Insights about logical processes of investigation and argument support students on their journey to becoming scientifically literate – that is, able to participate as critical, informed, and responsible citizens in a society in which science plays a significant role. (This is the purpose of science in NZC.)
Can students differentiate between observation and inference in accounts of scientists’ work?
Do they appreciate that developing questions to test inferences is an important first step in gathering and interpreting data?
For suggestions about adapting tasks in ways that allow students to show progress in gathering and interpreting data see Learning at different curriculum levels.
The Noisy Reef context on the Science Hub has a related article about how scientists investigated the noise that kina make as they feed. This article is called Noisy kina.
A second related article, entitled Non-visual sensory systems of fish , describes scientists’ investigation of how sharks hunt by using electromagnetic fields generated by other animals.
Both articles could be used for further practice in identifying observations and inferences, and how relationships between them are used to shape investigation questions.
Other similar accounts of science investigations can be found on the Science Learning Hub. Examples include:
Hunting for honey’s healing powers
Differences in immune responses are triggered by different varieties of honey (the observation). This natural variation might mean that some honey varieties are better suited than other varieties to specific medical uses (the inference). This inference could be directly tested (students could discuss how that might work) but to be commercially useful scientists need to work out how the honeys differ biochemically. The exploratory method followed is outlined but results are not given. (They are probably commercially sensitive.)

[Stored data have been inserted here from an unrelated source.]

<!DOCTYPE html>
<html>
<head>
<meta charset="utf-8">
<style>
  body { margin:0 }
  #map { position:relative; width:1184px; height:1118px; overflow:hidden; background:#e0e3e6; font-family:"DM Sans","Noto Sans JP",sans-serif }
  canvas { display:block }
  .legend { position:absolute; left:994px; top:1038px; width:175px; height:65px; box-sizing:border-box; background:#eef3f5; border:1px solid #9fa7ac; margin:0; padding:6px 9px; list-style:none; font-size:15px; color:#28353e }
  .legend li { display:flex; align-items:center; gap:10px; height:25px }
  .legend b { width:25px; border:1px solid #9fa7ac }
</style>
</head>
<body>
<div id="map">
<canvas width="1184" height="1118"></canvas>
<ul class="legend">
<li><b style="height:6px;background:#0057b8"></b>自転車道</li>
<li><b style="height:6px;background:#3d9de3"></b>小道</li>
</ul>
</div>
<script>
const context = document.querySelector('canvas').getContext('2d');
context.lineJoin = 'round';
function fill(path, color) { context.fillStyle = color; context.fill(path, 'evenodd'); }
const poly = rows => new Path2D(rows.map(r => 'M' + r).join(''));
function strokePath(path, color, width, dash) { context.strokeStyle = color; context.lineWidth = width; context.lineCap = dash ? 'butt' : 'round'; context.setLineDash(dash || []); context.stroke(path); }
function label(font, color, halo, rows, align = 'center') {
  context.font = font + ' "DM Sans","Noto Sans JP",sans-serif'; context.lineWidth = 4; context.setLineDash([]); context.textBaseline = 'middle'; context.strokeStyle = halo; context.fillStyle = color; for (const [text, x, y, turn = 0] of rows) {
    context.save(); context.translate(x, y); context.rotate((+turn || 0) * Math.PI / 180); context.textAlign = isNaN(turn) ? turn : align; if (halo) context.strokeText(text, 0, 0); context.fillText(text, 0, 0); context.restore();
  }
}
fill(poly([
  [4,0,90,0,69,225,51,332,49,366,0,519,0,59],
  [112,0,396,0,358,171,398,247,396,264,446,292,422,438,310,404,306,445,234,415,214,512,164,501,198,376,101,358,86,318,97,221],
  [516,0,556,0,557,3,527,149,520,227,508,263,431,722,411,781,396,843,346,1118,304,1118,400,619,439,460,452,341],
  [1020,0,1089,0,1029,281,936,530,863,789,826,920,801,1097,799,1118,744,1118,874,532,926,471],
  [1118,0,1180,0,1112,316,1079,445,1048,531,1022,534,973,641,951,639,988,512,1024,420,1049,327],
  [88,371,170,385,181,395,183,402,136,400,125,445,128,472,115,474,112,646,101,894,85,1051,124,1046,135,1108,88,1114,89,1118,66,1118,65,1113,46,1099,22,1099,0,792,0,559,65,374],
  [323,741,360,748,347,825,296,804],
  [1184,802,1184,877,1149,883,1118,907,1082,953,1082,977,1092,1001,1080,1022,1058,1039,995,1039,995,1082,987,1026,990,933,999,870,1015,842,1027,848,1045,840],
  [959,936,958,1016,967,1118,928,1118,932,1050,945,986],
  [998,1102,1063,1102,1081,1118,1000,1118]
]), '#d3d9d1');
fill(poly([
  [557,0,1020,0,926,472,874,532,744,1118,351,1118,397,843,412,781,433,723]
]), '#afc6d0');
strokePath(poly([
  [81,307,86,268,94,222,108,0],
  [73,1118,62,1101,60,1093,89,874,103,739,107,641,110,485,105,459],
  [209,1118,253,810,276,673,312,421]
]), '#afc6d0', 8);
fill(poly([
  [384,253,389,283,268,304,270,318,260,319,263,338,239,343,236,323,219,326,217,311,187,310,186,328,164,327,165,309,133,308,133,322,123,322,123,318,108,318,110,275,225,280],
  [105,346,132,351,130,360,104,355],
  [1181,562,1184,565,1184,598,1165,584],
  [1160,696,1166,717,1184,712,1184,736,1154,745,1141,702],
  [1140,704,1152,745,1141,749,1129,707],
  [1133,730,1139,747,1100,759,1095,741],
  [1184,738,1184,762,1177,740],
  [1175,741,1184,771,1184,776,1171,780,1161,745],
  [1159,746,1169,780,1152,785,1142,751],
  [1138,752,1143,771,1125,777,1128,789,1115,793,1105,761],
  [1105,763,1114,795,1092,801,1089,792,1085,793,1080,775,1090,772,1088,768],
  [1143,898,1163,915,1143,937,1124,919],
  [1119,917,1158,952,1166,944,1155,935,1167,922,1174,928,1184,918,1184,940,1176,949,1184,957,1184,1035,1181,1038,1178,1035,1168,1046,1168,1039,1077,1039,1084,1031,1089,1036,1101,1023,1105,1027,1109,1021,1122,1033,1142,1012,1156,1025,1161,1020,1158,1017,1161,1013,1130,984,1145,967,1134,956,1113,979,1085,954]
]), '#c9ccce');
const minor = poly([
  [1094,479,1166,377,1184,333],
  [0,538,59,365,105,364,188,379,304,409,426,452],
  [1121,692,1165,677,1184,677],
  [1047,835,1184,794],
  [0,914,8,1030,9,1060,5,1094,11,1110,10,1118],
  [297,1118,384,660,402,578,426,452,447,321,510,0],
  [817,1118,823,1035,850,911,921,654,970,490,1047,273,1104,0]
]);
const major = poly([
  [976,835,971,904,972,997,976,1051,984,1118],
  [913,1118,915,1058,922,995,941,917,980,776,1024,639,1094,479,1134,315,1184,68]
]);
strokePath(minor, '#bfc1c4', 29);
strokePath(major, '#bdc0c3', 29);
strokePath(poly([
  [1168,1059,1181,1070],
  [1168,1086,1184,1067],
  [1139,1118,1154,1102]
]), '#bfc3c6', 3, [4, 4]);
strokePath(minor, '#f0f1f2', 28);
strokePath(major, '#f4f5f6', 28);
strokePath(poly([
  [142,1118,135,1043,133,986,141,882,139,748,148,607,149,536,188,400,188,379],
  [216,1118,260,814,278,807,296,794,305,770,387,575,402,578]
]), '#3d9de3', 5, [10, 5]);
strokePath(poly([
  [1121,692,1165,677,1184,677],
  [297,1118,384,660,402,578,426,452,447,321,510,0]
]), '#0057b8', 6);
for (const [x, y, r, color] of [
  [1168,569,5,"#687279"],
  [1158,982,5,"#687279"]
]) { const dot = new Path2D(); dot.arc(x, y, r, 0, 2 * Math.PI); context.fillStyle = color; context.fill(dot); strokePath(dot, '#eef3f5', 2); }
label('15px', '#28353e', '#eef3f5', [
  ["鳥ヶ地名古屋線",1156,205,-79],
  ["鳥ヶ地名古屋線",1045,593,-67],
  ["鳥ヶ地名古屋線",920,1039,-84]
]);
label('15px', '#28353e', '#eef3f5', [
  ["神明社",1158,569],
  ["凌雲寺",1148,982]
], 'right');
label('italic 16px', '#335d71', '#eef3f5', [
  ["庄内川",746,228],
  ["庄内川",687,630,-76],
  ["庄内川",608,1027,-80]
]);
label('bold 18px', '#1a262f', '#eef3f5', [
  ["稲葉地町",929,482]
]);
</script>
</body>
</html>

Similar to the honey article, the new knowledge being sought here could have technological applications. In this case the initial observations come from matauranga Māori (superiority of some harakeke varieties for different weaving purposes). The testable inference is that these differences in observed performance have structural causes that can be detected at the microscopic level. Again the research is exploratory rather than experimental.

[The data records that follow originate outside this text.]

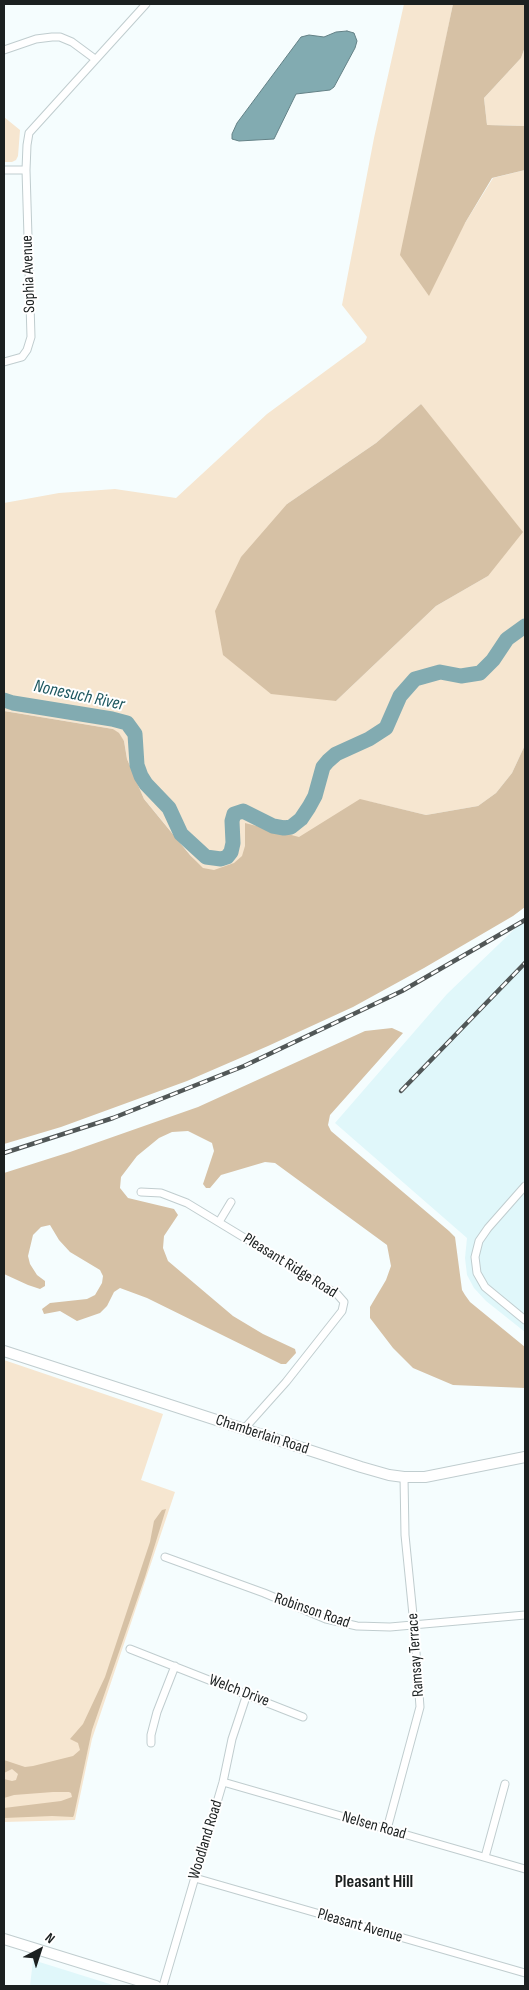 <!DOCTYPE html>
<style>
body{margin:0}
#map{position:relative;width:529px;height:1990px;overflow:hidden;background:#f5fdfe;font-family:"Sofia Sans Condensed",sans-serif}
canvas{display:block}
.frame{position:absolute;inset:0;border:5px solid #1b2020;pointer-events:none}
.north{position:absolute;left:15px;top:1925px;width:50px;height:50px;-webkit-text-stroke:4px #fff;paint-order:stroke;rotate:40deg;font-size:14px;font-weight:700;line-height:20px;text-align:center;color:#1b2020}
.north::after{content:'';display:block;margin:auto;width:18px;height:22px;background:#1b2020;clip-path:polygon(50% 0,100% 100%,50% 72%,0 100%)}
</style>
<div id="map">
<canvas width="529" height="1990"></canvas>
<div class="frame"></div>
<div class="north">N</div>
</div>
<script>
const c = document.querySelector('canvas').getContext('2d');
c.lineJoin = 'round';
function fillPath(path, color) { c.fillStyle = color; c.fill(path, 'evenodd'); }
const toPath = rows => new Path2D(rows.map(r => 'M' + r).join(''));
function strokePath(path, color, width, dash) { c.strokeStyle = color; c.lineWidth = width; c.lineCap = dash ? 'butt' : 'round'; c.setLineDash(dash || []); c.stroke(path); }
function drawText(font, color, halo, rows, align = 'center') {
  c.font = font + ' "Sofia Sans Condensed",sans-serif'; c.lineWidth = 4; c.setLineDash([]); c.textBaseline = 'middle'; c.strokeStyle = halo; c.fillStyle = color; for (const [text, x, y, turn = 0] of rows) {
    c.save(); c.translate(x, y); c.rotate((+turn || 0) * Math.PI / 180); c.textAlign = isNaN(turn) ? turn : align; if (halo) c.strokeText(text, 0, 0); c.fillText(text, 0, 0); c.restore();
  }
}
fillPath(toPath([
 [525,919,525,1332,486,1301,474,1288,467,1275,465,1258,467,1238,335,1123,447,994],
 [33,1960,116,1986,30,1986]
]), '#e0f7fa');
fillPath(toPath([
 [404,4,453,4,429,122,465,223,493,178,525,170,525,745,512,773,496,793,478,806,426,815,367,801,222,893,144,799,127,759,124,741,113,729,4,711,4,503,59,493,115,489,176,498,267,414,365,342,367,337,342,305,374,138],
 [421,404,488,576,436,606,336,701,287,504,376,443],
 [525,47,525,126,487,125,484,98,521,58],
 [4,117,20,130,18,156,16,160,12,162,4,162],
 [4,1360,163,1414,141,1480,175,1492,92,1739,75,1820,4,1822]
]), '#f6e6d0');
fillPath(toPath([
 [453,4,525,4,525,47,521,58,484,98,487,125,525,126,525,170,492,178,465,223,429,296,400,255],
 [421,404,523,532,488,576,436,606,336,701,271,694,223,655,215,611,241,557,287,504,376,443],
 [4,711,113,729,119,733,124,741,127,759,144,799,190,855,203,868,214,870,234,863,242,856,245,846,245,823,299,837,360,799,426,815,478,806,496,793,512,773,525,745,525,907,513,916,424,968,353,1007,268,1046,187,1081,61,1127,4,1144],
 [392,1028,403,1033,330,1115,328,1125,331,1131,449,1231,455,1237,462,1290,465,1295,470,1302,525,1347,525,1388,453,1385,413,1368,393,1348,370,1318,370,1307,386,1280,391,1266,387,1245,275,1163,265,1162,221,1175,210,1188,206,1188,203,1184,214,1151,212,1143,188,1131,172,1132,159,1138,137,1156,121,1177,120,1188,128,1198,174,1209,178,1215,164,1236,163,1248,168,1261,233,1316,263,1334,295,1349,296,1353,286,1364,281,1364,147,1298,120,1288,114,1292,107,1306,100,1313,77,1321,60,1311,44,1314,42,1309,50,1303,87,1299,95,1295,102,1283,103,1276,100,1270,70,1252,59,1240,50,1225,41,1227,33,1235,28,1256,30,1264,37,1275,45,1281,45,1286,40,1289,28,1285,4,1274,4,1173,70,1152,198,1107,365,1031],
 [166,1509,145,1577,92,1730,74,1815,73,1817,52,1816,4,1818,4,1808,61,1801,72,1797,71,1793,69,1792,53,1792,14,1795,4,1798,4,1779,12,1781,16,1780,18,1774,12,1769,4,1773,4,1760,25,1767,33,1766,73,1756,80,1750,78,1743,70,1739,83,1724,105,1677,150,1542,154,1521,162,1510]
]), '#d6c1a5');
const water = toPath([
 [347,31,354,33,357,41,355,48,334,87,330,90,296,94,274,139,239,141,232,139,232,134,237,123,301,37,309,35,324,37,336,32,347,31]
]);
fillPath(water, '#82abb1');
strokePath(water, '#638186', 1);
strokePath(toPath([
 [4,700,13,703,112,719,127,723,135,734,137,765,141,776,146,784,169,808,181,834,206,857,221,859,227,857,231,852,233,843,232,821,234,814,243,811,273,826,284,828,291,827,301,819,309,807,315,796,323,767,328,761,336,754,369,739,386,728,400,696,415,679,440,672,461,676,480,673,493,660,507,639,525,626]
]), '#82abb1', 15);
const street = toPath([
 [4,50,36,39,52,37,60,37,72,42,95,59],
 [4,170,26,170],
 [4,362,22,357,27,350,31,337,26,170,27,145,29,133,146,4],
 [525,1186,488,1228,479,1241,475,1257,477,1273,485,1287,525,1320],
 [141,1192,161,1193,187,1203,337,1294,344,1302,342,1311,286,1382,244,1429],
 [219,1222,231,1202],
 [165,1557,264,1593,326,1619,357,1626,390,1627,525,1615],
 [130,1649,303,1717],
 [151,1743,151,1735,157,1712,175,1666],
 [223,1782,525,1869],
 [387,1829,420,1707,414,1625,405,1535,404,1477],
 [485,1857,505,1784],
 [195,1878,525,1973],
 [163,1986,223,1782,232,1739,247,1694]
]);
const secondary = toPath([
 [4,1351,361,1467,389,1475,404,1477,425,1477,525,1457],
 [4,1939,156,1986]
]);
strokePath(street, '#c0cdcf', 9);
strokePath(secondary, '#c0cdcf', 12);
strokePath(street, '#fff', 7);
strokePath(secondary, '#fff', 10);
const rail = toPath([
 [401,1091,525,963],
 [4,1153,113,1118,244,1066,402,991,525,920]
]);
strokePath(rail, '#515757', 4.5);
strokePath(rail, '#fff', 2.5, [8]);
drawText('16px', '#1b2020', '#fff', [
 ["Sophia Avenue",29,274,-92],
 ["Pleasant Ridge Road",290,1266,32],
 ["Chamberlain Road",262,1435,18],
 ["Robinson Road",312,1611,19],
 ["Ramsay Terrace",416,1655,-94],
 ["Welch Drive",239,1691,21],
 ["Nelsen Road",374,1826,16],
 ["Woodland Road",206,1840,-73],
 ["Pleasant Avenue",360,1926,16]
]);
drawText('italic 18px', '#1d575f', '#fff', [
 ["Nonesuch River",79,696,12]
]);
drawText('bold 18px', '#1b2020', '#fff', [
 ["Pleasant Hill",374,1882]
]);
</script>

Several different investigations are described in this article about skink conservation, each with its own set of observations leading to testable inferences/hypotheses. One difference in this example is that the methods used are experimental, with control groups where relevant. Another interesting difference is that the validity of the whole project rests on one overarching inference: that what happens to the common skink will also apply to endangered varieties of skink. Students could discuss the need for, and potential risks of, basing the research on this inference.
The investigative action in this article unfolds over the space of one week: some dogs have already died so answers are needed urgently! A lengthy chain of interwoven observations and inferences is described, with different research methods employed as relevant to the new questions raised by the results of each stage. This article illustrates the considerable creativity that scientists may need to employ to build testable inferences: the meaning of observations is not self-evident.